L'enjeu de l'étape « Le Jour et la Nuit » sera de représenter, en images, le lieu de résidence à différents moments de la journée, du matin au soir. Cette phase me permettra, d'une part, de me familiariser avec mon nouvel environnement. D'autre part, elle me permettra de mieux maîtriser la représentation du temps: le déroulement d'une journée, accompagné de ses changements de lumière, de couleurs et d'atmosphère. Pouvoir représenter des scènes autant de jour que de nuit me sera essentiel pour la suite du projet.
Cette étape de travail aura également pour enjeu de représenter le jour et la nuit à travers le médium choisi: le collage de papiers découpés. Celui-ci me plaît pour son immédiateté et sa mise en œuvre très tactile. Sa simplicité technique et la capacité de repentir qu'il offre sont également idéales pour travailler avec les élèves.
Une fois ce premier travail d'images amorcé, je me lancerai dans la création d'une première édition illustrée, provisoirement intitulée « En Deux Temps ». Après m'être familiarisée avec mon nouvel environnement, je commencerai à le mettre en relation avec « chez moi », Paris. Par la mise en parallèle de ces deux lieux, j'aborderai alors la thématique du décalage horaire. Les représentations des Antilles et de la France métropolitaine mettront en scène leurs deux temporalités respectives, en jouant sur leurs parts de décalé, mais aussi, de simultané: instants où il fait jour en même temps dans les deux régions; personnes se livrant aux mêmes activités, dans chaque endroit, à des heures différentes...
Enfin, après avoir représenté le décalage horaire dans deux lieux distincts, je souhaite aborder ce phénomène à son échelle planétaire, en me basant sur l'ensemble des fuseaux horaires UTC.

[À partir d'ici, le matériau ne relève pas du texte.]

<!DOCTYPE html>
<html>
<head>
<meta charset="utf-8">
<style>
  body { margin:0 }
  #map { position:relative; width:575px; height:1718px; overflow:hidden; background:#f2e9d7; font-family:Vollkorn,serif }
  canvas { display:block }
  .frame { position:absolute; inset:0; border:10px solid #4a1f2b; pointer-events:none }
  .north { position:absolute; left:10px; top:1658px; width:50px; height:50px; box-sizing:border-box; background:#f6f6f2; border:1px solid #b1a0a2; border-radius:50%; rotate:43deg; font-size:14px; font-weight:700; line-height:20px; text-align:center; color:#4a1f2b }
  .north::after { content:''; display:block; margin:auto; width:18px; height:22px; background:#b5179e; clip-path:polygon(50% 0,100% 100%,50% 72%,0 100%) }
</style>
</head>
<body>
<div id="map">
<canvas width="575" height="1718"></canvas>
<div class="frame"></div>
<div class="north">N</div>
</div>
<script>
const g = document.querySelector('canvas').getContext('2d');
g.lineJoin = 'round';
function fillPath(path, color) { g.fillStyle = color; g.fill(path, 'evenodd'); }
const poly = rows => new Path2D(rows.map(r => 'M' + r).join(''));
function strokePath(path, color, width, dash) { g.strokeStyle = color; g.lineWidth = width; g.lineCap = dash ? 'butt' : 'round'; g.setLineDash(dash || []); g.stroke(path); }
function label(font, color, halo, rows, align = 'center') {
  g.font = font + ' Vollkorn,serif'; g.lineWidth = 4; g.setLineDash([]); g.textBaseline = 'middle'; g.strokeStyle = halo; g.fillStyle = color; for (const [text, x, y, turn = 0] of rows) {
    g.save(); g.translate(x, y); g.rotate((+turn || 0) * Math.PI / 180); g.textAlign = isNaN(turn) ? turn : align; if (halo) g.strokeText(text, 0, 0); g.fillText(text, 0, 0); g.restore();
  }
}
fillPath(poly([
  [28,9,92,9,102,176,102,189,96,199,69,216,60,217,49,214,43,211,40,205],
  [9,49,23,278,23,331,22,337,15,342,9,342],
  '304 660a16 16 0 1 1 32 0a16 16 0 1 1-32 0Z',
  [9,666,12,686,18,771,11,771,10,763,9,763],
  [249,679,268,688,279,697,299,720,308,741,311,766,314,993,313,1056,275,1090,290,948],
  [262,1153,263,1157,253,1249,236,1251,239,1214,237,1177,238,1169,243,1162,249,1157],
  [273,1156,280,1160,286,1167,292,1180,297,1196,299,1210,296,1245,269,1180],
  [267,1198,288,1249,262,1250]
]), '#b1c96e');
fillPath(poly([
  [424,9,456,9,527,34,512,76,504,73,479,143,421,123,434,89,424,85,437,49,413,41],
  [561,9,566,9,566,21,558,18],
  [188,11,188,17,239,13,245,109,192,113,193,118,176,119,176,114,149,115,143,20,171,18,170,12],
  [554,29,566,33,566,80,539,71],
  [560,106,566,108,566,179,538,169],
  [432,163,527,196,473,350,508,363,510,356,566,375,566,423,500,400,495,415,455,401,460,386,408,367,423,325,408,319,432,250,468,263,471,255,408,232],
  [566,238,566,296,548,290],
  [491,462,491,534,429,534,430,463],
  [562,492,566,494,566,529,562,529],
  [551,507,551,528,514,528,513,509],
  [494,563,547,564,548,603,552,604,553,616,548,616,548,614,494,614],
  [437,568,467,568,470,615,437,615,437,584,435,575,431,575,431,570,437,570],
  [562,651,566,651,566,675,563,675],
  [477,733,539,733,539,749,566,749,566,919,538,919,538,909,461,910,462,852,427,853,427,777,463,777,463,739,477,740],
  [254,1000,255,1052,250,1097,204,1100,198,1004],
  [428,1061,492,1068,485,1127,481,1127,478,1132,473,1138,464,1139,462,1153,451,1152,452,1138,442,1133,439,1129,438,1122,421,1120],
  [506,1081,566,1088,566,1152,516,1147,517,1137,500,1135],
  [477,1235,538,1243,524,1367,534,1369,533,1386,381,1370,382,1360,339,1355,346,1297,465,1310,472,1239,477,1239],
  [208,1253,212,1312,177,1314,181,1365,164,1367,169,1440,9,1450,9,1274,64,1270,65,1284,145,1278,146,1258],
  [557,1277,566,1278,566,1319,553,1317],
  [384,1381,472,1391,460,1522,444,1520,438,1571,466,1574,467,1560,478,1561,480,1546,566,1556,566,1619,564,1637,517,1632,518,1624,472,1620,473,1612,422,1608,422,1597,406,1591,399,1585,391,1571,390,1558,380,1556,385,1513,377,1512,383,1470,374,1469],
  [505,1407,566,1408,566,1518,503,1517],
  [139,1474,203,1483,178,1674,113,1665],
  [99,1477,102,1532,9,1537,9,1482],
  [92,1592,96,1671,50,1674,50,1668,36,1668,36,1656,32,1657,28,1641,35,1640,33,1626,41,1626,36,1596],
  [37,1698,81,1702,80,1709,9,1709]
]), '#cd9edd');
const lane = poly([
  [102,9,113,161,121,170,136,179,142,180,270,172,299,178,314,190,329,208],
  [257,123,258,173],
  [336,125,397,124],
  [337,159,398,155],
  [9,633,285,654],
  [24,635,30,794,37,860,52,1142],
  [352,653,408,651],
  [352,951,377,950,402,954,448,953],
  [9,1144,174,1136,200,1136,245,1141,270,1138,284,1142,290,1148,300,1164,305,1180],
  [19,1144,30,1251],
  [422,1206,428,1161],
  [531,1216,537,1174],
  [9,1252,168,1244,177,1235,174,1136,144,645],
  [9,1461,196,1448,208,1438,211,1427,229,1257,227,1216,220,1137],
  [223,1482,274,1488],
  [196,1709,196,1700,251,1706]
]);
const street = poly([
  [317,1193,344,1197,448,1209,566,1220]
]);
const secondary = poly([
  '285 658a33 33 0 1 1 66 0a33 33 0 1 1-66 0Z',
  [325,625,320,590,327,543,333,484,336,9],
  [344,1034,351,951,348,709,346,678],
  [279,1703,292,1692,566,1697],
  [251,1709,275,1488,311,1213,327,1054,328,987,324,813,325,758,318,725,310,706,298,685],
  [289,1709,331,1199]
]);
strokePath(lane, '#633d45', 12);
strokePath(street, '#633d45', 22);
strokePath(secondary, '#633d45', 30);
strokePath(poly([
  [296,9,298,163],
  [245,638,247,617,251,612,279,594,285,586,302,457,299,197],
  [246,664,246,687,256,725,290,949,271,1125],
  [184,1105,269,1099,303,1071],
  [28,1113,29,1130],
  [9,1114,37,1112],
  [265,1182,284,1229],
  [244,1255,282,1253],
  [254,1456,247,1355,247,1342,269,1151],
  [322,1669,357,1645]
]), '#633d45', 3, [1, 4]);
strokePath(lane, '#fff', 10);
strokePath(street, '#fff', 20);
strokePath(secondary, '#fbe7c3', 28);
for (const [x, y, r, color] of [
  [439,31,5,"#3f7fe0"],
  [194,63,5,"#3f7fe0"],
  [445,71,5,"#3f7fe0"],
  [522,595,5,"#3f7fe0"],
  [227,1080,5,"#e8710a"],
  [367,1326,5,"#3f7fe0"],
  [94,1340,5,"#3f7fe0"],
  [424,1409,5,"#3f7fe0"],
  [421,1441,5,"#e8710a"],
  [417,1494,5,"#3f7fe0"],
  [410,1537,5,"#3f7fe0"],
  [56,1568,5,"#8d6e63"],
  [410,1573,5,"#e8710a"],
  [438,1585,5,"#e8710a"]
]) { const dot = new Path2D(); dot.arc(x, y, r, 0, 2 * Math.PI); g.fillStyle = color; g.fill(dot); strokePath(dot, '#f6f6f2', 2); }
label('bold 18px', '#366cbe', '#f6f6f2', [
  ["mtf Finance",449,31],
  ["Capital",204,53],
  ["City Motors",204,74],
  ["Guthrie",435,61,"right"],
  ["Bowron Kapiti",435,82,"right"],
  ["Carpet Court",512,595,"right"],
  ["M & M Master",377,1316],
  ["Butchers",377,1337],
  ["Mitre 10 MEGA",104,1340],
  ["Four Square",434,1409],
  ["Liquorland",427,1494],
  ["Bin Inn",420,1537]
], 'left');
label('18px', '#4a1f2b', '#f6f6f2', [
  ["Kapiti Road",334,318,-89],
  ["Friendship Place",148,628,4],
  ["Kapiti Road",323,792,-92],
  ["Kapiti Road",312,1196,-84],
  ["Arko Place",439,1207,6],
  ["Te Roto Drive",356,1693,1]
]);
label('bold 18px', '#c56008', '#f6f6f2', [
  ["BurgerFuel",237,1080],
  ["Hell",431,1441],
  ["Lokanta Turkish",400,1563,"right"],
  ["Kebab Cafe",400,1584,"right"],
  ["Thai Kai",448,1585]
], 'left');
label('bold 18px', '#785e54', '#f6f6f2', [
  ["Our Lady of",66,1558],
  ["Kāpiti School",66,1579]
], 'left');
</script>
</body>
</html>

Cette dernière phase du projet sera dédiée à la création d'un album jeunesse, intitulé « De Midi à Minuit ». Le livre confrontera des scènes se déroulant aux antipodes de la Terre et de l'horloge. Elles auront lieu à 08h aux Antilles et à 20h à Manille; à 05h à Denver et à 17h à Karachi; ou encore à 04h à Vancouver et à 16h à Tbilissi.
Le livre pourrait commencer à 13h à Paris et à 01h à Niue (île néo-zélandaise), pour s'achever à midi à Londres, soit à minuit, aux îles Fiji. Son paradoxe sera de représenter à la fois un instant T précis et, en même temps, les vingt-quatre heures d'une journée complète, étalée à travers la Terre entière.
Réaliser l'album jeunesse dans le dernier temps de la résidence, me permettra d'avoir bénéficié des échanges avec les élèves, avant d'en fixer l'écriture. Les enfants sont généralement peu inclus dans l'écriture des livres, qui leur sont pourtant adressés. Création en Cours m'offrirait la chance de pouvoir travailler près d'eux et d'ainsi m'inspirer de ce contact.